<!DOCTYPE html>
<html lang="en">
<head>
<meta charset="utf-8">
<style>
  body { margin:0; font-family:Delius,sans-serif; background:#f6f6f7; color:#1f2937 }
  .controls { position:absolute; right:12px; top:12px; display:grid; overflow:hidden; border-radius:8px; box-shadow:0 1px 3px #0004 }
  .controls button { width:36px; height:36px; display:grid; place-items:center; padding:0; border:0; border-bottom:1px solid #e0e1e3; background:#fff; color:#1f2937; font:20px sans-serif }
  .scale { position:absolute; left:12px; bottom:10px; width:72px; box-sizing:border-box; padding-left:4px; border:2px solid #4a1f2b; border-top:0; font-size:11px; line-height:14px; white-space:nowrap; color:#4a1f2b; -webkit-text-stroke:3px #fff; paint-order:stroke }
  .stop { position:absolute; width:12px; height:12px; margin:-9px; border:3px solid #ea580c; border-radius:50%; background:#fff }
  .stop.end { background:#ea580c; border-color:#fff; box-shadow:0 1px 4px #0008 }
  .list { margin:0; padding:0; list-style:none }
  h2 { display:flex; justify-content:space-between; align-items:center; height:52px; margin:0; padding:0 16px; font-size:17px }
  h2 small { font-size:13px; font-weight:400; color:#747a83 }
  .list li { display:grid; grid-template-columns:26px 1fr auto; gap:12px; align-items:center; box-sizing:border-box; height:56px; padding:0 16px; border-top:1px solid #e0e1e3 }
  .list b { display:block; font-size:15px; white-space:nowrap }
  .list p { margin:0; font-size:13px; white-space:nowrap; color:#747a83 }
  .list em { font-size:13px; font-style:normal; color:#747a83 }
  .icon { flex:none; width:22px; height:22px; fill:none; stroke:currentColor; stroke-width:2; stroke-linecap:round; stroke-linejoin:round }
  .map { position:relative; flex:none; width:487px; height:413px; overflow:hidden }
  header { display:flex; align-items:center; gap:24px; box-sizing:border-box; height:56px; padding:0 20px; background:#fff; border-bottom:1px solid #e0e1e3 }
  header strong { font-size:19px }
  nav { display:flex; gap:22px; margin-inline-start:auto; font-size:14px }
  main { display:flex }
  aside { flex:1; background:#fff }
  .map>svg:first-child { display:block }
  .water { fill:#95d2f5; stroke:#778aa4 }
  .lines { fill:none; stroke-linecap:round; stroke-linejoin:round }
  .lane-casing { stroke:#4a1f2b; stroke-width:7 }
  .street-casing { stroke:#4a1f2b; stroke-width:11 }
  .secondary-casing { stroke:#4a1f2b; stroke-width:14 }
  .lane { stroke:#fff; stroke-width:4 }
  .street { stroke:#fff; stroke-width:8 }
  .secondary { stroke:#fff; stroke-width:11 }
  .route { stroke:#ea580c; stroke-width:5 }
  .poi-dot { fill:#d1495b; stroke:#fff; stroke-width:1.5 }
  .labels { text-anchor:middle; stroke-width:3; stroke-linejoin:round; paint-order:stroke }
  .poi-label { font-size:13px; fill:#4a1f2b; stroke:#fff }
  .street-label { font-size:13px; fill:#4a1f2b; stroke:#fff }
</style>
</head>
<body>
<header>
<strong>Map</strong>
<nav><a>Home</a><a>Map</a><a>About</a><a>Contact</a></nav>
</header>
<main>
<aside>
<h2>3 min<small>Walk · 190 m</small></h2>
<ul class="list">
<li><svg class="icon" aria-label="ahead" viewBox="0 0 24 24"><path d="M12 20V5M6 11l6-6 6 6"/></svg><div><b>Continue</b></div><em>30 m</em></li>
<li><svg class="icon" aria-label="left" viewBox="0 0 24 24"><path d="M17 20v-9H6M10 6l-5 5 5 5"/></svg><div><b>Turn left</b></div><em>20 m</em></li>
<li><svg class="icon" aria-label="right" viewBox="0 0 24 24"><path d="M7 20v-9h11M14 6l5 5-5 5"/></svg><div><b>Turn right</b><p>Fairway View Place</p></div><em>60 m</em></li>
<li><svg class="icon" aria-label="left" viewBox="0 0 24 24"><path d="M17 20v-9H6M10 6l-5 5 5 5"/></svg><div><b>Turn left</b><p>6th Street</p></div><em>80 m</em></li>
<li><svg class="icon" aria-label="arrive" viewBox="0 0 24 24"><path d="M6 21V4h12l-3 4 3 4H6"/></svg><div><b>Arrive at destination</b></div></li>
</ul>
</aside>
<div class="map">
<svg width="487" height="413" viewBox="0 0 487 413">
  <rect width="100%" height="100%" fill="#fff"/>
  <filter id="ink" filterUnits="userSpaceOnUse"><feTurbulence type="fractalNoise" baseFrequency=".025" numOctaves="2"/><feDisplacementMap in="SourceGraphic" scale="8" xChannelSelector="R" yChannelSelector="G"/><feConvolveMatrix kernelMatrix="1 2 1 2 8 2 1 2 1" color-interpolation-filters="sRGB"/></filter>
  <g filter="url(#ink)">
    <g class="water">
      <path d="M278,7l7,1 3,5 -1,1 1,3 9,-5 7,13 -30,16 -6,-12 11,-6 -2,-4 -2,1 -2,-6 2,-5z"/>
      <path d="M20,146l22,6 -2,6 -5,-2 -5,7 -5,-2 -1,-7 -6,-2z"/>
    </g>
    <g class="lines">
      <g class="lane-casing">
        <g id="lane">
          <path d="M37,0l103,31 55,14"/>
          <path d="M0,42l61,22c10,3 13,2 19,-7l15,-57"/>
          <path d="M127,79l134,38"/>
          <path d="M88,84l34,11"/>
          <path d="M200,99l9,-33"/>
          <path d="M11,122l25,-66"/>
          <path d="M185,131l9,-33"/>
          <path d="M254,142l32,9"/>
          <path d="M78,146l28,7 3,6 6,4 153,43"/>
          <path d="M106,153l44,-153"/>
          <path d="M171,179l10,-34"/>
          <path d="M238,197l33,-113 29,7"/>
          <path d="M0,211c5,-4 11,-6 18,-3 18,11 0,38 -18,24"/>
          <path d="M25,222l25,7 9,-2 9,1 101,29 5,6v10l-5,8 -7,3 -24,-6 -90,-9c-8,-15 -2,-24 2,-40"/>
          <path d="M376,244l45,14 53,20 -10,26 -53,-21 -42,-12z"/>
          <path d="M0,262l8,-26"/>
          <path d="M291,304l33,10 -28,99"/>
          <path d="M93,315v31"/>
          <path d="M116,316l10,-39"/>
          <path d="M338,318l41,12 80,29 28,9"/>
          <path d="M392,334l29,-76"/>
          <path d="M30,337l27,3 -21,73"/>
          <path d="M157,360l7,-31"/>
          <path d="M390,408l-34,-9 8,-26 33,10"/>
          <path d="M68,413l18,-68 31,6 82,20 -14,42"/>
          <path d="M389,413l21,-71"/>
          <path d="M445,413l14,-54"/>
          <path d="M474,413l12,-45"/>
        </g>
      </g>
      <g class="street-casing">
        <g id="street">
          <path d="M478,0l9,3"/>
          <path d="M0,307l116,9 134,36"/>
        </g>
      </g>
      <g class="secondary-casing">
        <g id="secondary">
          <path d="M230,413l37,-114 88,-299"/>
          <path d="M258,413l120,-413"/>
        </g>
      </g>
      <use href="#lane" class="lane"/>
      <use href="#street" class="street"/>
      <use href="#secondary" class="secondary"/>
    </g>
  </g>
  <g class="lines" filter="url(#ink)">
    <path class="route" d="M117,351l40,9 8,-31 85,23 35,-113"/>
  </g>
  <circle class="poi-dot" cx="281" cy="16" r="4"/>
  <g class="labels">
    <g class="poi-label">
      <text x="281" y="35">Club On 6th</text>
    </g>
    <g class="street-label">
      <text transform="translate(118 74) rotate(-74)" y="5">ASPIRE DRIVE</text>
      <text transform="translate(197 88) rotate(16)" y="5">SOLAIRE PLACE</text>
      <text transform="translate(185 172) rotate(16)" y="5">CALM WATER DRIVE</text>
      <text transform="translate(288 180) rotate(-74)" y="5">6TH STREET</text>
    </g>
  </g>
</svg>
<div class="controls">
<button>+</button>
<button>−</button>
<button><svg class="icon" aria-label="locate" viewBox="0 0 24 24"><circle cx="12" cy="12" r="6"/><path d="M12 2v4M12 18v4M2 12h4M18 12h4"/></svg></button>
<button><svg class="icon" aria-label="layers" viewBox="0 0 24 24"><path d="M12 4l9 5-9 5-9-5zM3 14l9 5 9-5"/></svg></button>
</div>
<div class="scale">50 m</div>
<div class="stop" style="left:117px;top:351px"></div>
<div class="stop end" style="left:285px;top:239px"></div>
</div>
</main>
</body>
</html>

────────────────────

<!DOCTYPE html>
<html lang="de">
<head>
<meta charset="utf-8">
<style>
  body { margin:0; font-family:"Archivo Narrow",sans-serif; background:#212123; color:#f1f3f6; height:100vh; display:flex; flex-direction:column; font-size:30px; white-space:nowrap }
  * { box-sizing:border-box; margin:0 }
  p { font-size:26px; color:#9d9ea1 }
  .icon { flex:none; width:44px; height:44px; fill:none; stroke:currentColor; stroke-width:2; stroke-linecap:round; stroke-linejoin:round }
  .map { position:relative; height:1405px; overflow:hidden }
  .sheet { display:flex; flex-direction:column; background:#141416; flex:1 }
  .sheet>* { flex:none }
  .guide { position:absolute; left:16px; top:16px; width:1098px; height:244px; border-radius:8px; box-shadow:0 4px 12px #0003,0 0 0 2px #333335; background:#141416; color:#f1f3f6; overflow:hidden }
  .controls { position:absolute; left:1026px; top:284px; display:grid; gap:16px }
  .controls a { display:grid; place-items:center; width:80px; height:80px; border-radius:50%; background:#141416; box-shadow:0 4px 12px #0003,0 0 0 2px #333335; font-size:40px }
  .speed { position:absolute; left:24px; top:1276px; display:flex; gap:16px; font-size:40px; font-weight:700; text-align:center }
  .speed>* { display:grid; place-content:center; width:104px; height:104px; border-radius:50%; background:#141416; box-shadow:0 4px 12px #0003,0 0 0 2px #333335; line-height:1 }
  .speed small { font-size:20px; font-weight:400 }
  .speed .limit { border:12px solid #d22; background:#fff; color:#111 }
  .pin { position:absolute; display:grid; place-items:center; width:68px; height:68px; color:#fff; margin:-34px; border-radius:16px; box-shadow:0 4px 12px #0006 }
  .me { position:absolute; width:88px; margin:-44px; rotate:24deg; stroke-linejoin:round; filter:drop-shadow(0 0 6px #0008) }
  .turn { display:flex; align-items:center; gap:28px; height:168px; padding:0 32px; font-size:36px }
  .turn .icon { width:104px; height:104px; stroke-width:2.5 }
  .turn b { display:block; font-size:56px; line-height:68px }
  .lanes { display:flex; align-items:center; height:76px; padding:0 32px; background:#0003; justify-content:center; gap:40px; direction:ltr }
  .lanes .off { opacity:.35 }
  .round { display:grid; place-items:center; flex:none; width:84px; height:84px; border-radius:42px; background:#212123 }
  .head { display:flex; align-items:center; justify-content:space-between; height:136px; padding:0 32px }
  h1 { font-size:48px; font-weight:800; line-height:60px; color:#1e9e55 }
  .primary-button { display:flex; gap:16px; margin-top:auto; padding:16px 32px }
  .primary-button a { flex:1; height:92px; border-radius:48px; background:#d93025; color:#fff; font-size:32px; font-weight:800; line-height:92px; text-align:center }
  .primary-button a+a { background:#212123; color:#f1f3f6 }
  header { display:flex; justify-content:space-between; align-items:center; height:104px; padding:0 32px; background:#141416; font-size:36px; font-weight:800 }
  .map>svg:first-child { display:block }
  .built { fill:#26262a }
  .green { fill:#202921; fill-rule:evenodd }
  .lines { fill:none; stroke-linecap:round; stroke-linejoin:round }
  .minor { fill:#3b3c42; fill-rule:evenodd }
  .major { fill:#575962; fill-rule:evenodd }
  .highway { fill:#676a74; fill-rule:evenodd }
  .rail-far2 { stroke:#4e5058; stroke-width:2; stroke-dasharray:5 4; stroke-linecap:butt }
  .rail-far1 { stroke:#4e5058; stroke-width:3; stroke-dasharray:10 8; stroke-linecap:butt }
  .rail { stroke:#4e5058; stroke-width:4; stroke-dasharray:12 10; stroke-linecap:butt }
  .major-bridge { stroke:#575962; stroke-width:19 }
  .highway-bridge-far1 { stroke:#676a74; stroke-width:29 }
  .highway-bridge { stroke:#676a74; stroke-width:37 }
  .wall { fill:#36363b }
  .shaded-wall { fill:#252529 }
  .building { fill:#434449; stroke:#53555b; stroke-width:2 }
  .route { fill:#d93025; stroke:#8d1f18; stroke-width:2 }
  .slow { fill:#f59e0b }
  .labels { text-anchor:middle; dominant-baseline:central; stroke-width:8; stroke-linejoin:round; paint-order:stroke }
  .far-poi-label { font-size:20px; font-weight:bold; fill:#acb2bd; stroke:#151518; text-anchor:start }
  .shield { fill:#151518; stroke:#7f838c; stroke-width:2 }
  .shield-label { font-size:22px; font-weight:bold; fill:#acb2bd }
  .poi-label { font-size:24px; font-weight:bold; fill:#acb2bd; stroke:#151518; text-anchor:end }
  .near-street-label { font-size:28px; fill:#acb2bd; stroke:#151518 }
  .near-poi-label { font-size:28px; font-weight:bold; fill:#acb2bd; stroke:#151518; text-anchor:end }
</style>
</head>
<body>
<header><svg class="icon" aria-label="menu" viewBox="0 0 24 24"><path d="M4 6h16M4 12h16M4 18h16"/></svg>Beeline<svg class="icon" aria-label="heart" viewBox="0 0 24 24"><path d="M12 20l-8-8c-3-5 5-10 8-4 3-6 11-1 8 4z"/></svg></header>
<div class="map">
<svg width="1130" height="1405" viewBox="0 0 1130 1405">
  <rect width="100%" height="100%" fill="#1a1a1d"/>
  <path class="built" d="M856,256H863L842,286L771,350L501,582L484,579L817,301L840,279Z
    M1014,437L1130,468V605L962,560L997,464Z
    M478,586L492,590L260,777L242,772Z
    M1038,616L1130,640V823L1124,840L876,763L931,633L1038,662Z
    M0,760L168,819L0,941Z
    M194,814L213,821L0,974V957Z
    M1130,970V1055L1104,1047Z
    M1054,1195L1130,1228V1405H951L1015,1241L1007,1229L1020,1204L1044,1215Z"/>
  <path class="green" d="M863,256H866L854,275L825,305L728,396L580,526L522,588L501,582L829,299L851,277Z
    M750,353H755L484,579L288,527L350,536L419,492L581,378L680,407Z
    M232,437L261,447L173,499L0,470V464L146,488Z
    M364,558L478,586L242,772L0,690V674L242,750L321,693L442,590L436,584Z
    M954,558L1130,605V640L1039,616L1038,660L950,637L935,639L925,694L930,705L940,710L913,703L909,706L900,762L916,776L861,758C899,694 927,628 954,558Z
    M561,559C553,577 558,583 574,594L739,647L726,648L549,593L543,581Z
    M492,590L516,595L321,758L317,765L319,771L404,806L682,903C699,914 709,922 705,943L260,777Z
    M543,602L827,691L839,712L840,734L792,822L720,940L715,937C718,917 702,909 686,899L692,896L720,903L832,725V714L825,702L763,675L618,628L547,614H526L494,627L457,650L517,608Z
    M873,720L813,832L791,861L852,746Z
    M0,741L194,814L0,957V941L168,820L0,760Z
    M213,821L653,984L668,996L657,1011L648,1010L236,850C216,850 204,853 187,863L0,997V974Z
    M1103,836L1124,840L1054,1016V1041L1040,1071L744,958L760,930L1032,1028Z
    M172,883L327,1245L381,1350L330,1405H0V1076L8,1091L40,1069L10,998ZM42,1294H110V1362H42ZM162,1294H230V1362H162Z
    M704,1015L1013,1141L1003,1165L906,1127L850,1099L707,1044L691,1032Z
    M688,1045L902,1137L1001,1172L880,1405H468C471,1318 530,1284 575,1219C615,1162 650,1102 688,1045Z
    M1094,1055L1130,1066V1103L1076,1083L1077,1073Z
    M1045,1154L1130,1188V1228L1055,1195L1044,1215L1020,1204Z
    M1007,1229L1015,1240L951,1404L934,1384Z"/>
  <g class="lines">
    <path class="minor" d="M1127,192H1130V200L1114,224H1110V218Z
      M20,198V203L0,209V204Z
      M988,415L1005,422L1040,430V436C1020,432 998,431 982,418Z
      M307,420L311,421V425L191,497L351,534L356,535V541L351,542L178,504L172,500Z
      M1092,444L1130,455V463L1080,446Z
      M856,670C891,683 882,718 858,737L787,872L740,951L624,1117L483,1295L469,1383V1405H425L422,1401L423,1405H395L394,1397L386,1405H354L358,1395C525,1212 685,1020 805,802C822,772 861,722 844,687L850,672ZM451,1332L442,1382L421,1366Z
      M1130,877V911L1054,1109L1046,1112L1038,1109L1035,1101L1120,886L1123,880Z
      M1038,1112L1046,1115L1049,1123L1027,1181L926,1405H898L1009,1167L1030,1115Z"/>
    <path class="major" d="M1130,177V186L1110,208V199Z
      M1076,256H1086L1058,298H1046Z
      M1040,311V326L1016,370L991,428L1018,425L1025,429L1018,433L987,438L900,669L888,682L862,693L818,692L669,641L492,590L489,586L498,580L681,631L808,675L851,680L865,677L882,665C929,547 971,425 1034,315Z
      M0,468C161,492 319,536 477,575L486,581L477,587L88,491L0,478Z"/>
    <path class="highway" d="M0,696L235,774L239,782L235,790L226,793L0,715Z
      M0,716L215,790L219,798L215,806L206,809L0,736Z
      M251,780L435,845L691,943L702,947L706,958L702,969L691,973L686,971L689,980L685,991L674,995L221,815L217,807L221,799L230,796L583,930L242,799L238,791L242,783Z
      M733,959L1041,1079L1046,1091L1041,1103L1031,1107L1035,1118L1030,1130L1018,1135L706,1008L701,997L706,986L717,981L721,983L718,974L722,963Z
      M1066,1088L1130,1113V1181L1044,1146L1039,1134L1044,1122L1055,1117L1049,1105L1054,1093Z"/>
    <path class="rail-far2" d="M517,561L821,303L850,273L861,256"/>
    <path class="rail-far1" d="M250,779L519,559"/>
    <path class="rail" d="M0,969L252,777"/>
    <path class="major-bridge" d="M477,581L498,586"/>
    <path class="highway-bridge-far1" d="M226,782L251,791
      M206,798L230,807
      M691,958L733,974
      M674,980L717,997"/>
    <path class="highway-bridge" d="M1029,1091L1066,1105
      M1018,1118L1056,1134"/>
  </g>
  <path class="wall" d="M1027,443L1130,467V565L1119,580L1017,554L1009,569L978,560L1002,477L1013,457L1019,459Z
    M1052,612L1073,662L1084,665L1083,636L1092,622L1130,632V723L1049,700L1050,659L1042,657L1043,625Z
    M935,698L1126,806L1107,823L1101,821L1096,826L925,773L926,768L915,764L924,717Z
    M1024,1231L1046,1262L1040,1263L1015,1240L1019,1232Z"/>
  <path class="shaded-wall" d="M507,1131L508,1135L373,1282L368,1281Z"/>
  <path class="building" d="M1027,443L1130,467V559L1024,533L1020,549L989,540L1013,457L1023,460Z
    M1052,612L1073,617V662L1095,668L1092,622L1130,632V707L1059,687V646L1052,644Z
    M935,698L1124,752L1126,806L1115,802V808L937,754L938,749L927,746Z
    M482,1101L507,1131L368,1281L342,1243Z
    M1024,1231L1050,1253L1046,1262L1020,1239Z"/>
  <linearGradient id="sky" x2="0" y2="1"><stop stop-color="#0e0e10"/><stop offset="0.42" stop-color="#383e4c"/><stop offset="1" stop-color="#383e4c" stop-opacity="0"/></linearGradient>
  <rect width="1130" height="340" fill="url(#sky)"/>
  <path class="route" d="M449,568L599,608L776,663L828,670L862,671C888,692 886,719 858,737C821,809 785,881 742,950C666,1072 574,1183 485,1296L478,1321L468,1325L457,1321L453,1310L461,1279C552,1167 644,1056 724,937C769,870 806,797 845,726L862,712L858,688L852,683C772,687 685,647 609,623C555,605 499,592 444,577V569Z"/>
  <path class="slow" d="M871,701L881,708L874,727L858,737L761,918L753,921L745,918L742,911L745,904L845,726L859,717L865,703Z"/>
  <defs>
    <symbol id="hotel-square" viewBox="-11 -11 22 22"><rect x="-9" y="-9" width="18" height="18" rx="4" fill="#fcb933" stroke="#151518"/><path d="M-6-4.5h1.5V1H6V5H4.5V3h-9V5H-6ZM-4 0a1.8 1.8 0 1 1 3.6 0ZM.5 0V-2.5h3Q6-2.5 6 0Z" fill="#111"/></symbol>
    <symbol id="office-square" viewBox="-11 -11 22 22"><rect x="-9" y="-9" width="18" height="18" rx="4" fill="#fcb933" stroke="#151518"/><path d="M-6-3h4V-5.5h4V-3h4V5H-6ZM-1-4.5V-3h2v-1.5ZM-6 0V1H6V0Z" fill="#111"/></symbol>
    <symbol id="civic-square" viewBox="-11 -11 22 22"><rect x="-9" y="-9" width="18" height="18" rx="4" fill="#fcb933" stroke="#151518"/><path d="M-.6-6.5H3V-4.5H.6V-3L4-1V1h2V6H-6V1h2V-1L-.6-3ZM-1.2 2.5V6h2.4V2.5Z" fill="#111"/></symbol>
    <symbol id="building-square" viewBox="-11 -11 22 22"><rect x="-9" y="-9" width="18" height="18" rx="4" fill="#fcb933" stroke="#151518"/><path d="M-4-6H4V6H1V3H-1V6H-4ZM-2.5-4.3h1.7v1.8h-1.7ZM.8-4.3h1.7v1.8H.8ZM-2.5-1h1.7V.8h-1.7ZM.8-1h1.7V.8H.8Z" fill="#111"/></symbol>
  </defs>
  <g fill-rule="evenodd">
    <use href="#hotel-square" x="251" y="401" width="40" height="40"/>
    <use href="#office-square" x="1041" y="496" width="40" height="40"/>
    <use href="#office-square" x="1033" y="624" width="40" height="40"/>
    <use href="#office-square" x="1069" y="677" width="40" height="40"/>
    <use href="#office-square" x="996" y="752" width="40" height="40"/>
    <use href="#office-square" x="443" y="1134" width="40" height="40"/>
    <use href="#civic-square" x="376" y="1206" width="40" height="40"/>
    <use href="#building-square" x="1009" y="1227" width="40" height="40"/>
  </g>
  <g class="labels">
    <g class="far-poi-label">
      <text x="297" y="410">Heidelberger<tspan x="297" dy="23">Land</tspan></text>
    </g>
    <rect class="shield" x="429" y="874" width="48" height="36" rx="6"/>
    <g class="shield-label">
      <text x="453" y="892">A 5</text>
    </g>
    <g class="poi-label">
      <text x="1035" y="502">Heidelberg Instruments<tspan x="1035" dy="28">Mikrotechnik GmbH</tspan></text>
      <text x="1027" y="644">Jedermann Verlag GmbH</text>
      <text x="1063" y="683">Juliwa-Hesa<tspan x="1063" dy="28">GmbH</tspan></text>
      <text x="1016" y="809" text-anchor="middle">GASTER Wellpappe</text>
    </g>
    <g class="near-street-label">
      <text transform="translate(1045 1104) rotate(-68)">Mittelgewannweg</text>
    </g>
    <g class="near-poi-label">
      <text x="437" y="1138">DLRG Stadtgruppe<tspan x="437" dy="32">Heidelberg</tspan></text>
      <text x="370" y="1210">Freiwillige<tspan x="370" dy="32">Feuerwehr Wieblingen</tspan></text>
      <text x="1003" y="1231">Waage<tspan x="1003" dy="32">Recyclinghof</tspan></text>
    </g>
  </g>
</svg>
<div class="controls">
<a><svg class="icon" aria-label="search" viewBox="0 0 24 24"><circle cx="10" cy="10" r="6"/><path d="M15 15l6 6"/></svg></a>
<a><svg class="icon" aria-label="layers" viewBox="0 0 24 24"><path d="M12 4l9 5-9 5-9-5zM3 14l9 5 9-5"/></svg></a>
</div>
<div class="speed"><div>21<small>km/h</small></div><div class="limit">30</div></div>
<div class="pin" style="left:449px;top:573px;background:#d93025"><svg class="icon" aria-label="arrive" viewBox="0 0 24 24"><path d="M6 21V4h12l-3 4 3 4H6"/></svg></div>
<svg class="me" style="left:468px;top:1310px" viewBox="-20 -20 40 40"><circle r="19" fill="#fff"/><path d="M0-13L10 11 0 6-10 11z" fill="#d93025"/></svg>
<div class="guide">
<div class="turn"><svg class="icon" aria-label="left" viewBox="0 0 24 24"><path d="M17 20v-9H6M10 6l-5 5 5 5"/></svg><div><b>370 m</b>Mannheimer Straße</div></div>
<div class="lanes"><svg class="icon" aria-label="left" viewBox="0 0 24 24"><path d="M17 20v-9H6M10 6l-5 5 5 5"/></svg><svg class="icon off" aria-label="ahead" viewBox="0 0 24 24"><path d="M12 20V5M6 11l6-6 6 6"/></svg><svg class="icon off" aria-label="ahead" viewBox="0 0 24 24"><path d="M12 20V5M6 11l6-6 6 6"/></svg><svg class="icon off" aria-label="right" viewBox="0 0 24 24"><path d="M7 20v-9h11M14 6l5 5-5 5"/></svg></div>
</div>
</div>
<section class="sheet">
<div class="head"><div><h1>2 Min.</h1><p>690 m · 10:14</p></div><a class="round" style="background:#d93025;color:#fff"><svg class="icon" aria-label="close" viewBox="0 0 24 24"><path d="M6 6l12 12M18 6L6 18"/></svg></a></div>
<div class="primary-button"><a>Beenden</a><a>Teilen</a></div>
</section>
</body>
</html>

────────────────────

Go through the material line by line, tally each line containing "strong", and give the total only.

- EXPECTED ANSWER -
2